A single continent brought a single ocean around it, now named the Panthalassa, which should have been much deeper than modern oceans. High continents and a deeper ocean should induce great regression and influence the earth's surface system, like the climate.
The Tunguss Trap of Siberia, the Emeishan Basalt erupted during the Pangea integration. They say that global-scale volcanism meant volcanic activities would result in a series of extinction effects, including emission of large volume of CO2, CH4, NO2 and cyanides which would have caused greenhouse effects, pollution by poisonous gases, damage of the ozone layer in the stratosphere and enhancement the ultra-violet radiation.

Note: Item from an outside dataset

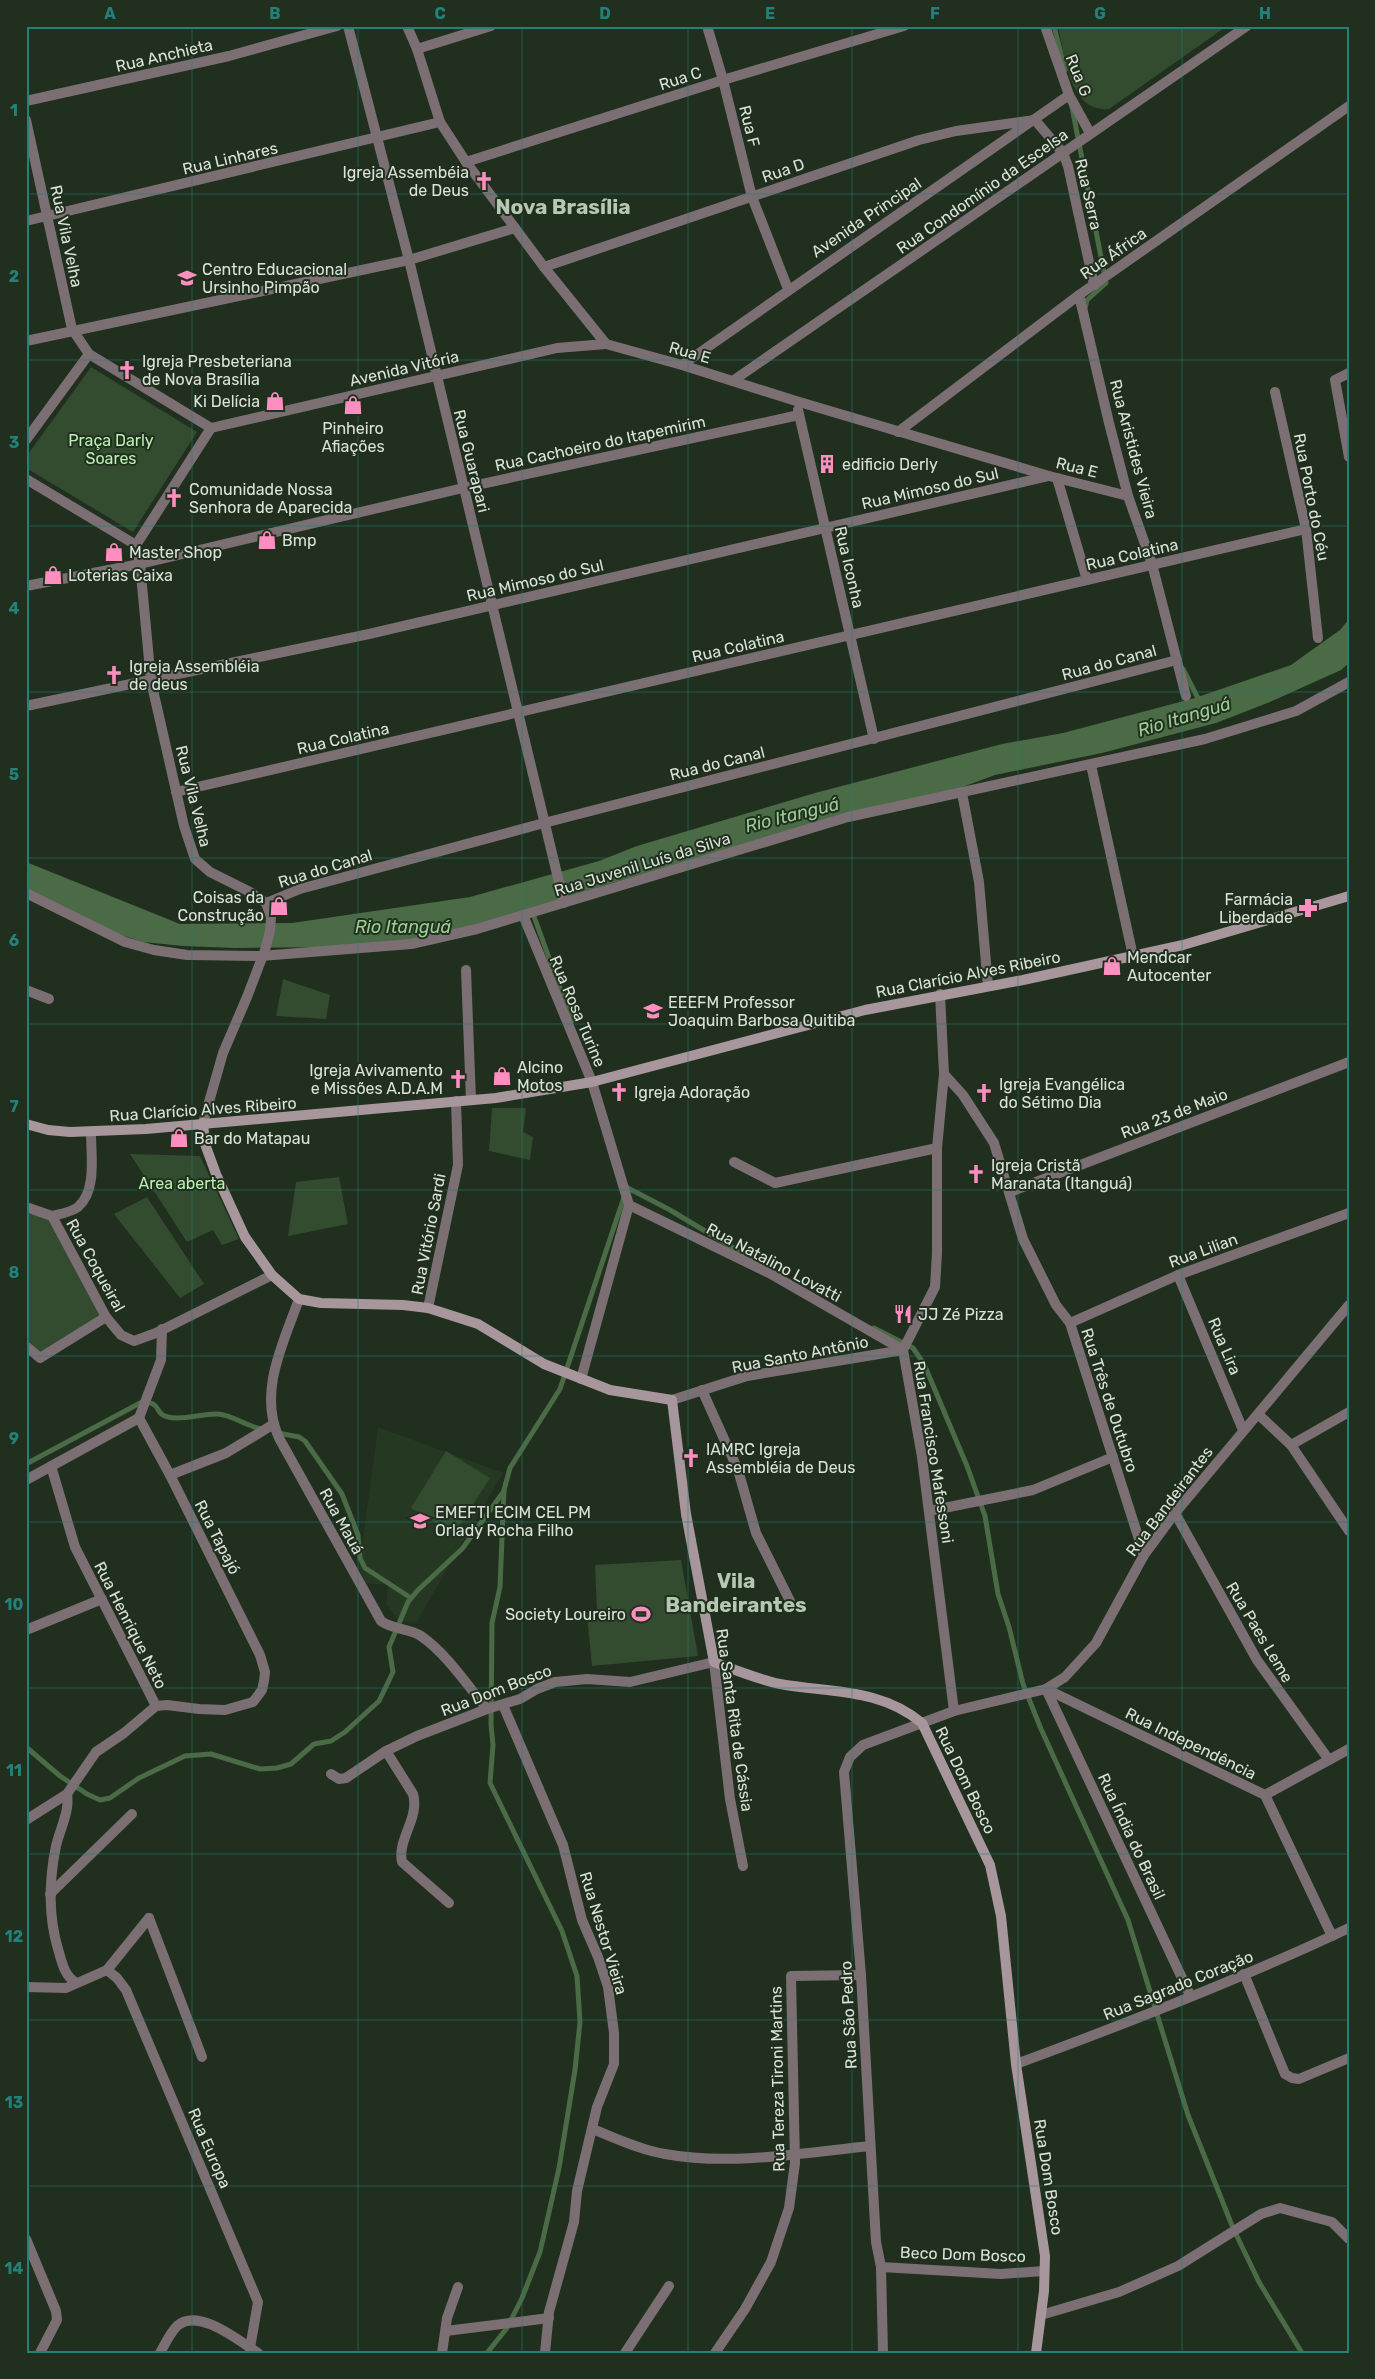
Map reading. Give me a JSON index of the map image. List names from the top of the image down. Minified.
{"streets":{"street":["Rua Anchieta","Rua G","Rua C","Rua F","Rua Linhares","Rua D","Rua Condomínio da Escelsa","Rua Serra","Avenida Principal","Rua Vila Velha","Rua África","Rua E","Avenida Vitória","Rua Cachoeiro do Itapemirim","Rua Aristides Vieira","Rua Guarapari","Rua Mimoso do Sul","Rua Porto do Céu","Rua Colatina","Rua Iconha","Rua do Canal","Rua Juvenil Luís da Silva","Rua Clarício Alves Ribeiro","Rua Rosa Turine","Rua 23 de Maio","Rua Vitório Sardi","Rua Lilian","Rua Natalino Lovatti","Rua Coqueiral","Rua Lira","Rua Santo Antônio","Rua Três de Outubro","Rua Francisco Mafessoni","Rua Bandeirantes","Rua Mauá","Rua Tapajó","Rua Henrique Neto","Rua Paes Leme","Rua Dom Bosco","Rua Santa Rita de Cássia","Rua Independência","Rua Índia do Brasil","Rua Nestor Vieira","Rua Sagrado Coração","Rua São Pedro","Rua Tereza Tironi Martins","Rua Europa","Beco Dom Bosco"]},"crossings":[["Rua G","Rua Condomínio da Escelsa"],["Rua G","Avenida Principal"],["Rua C","Rua F"],["Rua F","Rua D"],["Rua F","Avenida Principal"],["Rua Linhares","Rua Vila Velha"],["Rua Linhares","Rua Guarapari"],["Rua D","Rua Serra"],["Rua D","Avenida Principal"],["Rua Condomínio da Escelsa","Rua Serra"],["Rua Condomínio da Escelsa","Rua E"],["Rua Serra","Avenida Principal"],["Rua Serra","Rua África"],["Avenida Principal","Rua E"],["Rua Vila Velha","Rua Cachoeiro do Itapemirim"],["Rua Vila Velha","Rua Mimoso do Sul"],["Rua Vila Velha","Rua Colatina"],["Rua Vila Velha","Rua do Canal"],["Rua África","Rua E"],["Rua África","Rua Aristides Vieira"],["Rua E","Avenida Vitória"],["Rua E","Rua Aristides Vieira"],["Rua E","Rua Mimoso do Sul"],["Rua E","Rua Iconha"],["Avenida Vitória","Rua Guarapari"],["Rua Cachoeiro do Itapemirim","Rua Guarapari"],["Rua Cachoeiro do Itapemirim","Rua Iconha"],["Rua Aristides Vieira","Rua Colatina"],["Rua Aristides Vieira","Rua do Canal"],["Rua Guarapari","Rua Mimoso do Sul"],["Rua Guarapari","Rua Colatina"],["Rua Guarapari","Rua do Canal"],["Rua Guarapari","Rua Juvenil Luís da Silva"],["Rua Mimoso do Sul","Rua Iconha"],["Rua Porto do Céu","Rua Colatina"],["Rua Colatina","Rua Iconha"],["Rua Iconha","Rua do Canal"],["Rua Juvenil Luís da Silva","Rua Rosa Turine"],["Rua Clarício Alves Ribeiro","Rua Rosa Turine"],["Rua Clarício Alves Ribeiro","Rua Vitório Sardi"],["Rua Clarício Alves Ribeiro","Rua Francisco Mafessoni"],["Rua Rosa Turine","Rua Natalino Lovatti"],["Rua 23 de Maio","Rua Três de Outubro"],["Rua Vitório Sardi","Rua Santo Antônio"],["Rua Lilian","Rua Lira"],["Rua Lilian","Rua Três de Outubro"],["Rua Natalino Lovatti","Rua Santo Antônio"],["Rua Natalino Lovatti","Rua Francisco Mafessoni"],["Rua Lira","Rua Bandeirantes"],["Rua Santo Antônio","Rua Francisco Mafessoni"],["Rua Santo Antônio","Rua Mauá"],["Rua Santo Antônio","Rua Santa Rita de Cássia"],["Rua Três de Outubro","Rua Francisco Mafessoni"],["Rua Três de Outubro","Rua Bandeirantes"],["Rua Francisco Mafessoni","Rua Bandeirantes"],["Rua Bandeirantes","Rua Paes Leme"],["Rua Bandeirantes","Rua Dom Bosco"],["Rua Bandeirantes","Rua Independência"],["Rua Bandeirantes","Rua Índia do Brasil"],["Rua Bandeirantes","Rua São Pedro"],["Rua Mauá","Rua Dom Bosco"],["Rua Tapajó","Rua Henrique Neto"],["Rua Paes Leme","Rua Independência"],["Rua Dom Bosco","Rua Santa Rita de Cássia"],["Rua Dom Bosco","Rua Nestor Vieira"],["Rua Dom Bosco","Rua Sagrado Coração"],["Rua Dom Bosco","Rua São Pedro"],["Rua Dom Bosco","Beco Dom Bosco"],["Rua Independência","Rua Índia do Brasil"],["Rua Índia do Brasil","Rua Sagrado Coração"],["Rua São Pedro","Rua Tereza Tironi Martins"],["Rua São Pedro","Beco Dom Bosco"]],"districts":["Nova Brasília","Vila Bandeirantes"],"water":["Rio Itanguá"],"parks":["Praça Darly Soares","Area aberta"],"places":{"church":["Igreja Assembéia de Deus","Igreja Presbeteriana de Nova Brasília","Comunidade Nossa Senhora de Aparecida","Igreja Assembléia de deus","Igreja Avivamento e Missões A.D.A.M","Igreja Adoração","Igreja Evangélica do Sétimo Dia","Igreja Cristã Maranata (Itanguá)","IAMRC Igreja Assembléia de Deus"],"school or university":["Centro Educacional Ursinho Pimpão","EEEFM Professor Joaquim Barbosa Quitiba","EMEFTI ECIM CEL PM Orlady Rocha Filho"],"shop":["Ki Delícia","Pinheiro Afiações","Bmp","Master Shop","Loterias Caixa","Coisas da Construção","Mendcar Autocenter","Alcino Motos","Bar do Matapau"],"building":["edificio Derly"],"pharmacy":["Farmácia Liberdade"],"restaurant":["JJ Zé Pizza"],"sports":["Society Loureiro"]},"grid":{"columns":["A","B","C","D","E","F","G","H"],"rows":["1","2","3","4","5","6","7","8","9","10","11","12","13","14"]}}
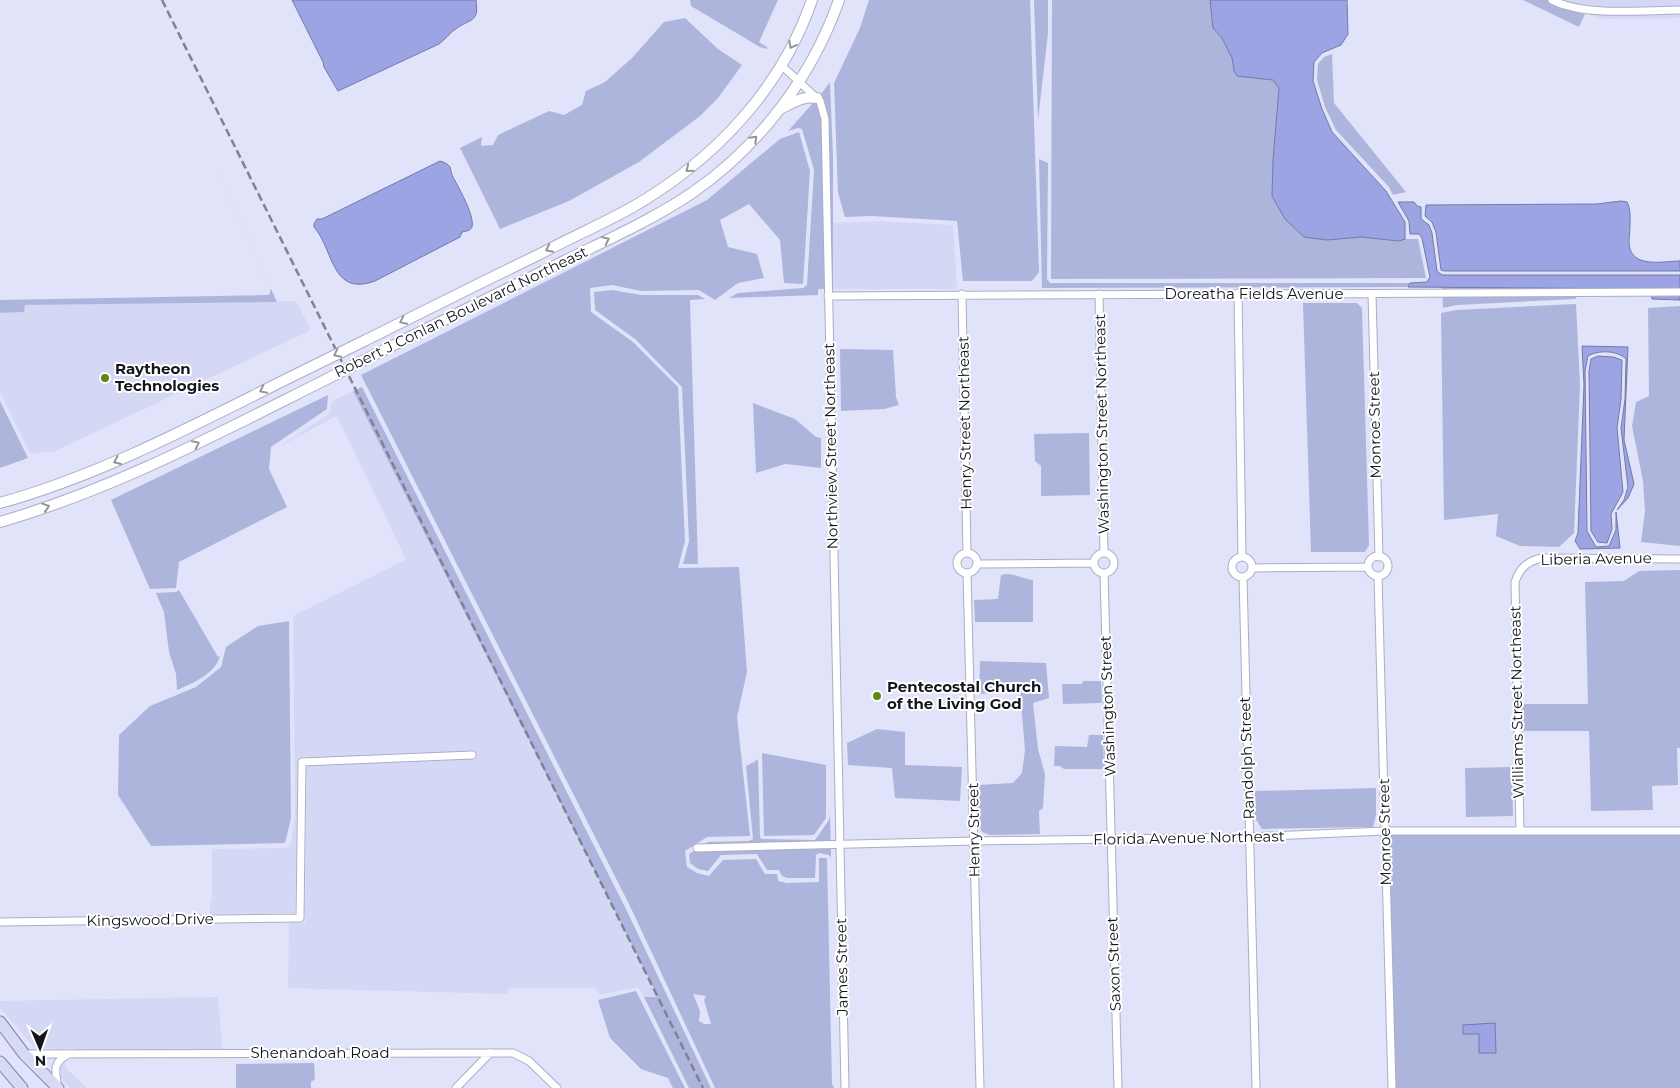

Increase of CO2 concentration and other green house gases would have led to "global warming", oxygen depletion and a carbon cycle anomaly; physical and chemical anomalies in ocean (acidification, euxinia, low sulfate concentration, isotopic anomaly of organic nitrogen) and great regression would have caused marine extinction due to unadaptable environments, selective death and hypercapnia; continental aridity, disappearance of monsoon system and wild fire would have devastated the land vegetation, esp. the tropical rain forest.
DOI: 10.1007/s11430-013-4624-3
These global changes and mass extinction were the results of interaction among earth's spheres; as the lithosphere, atmosphere, hydrosphere, and biosphere came into greater conflict during the Permian-Triassic transition time and extinction occurred, the authors hypothesize.
Causation is always difficult, of course, but it's an interesting concept to study.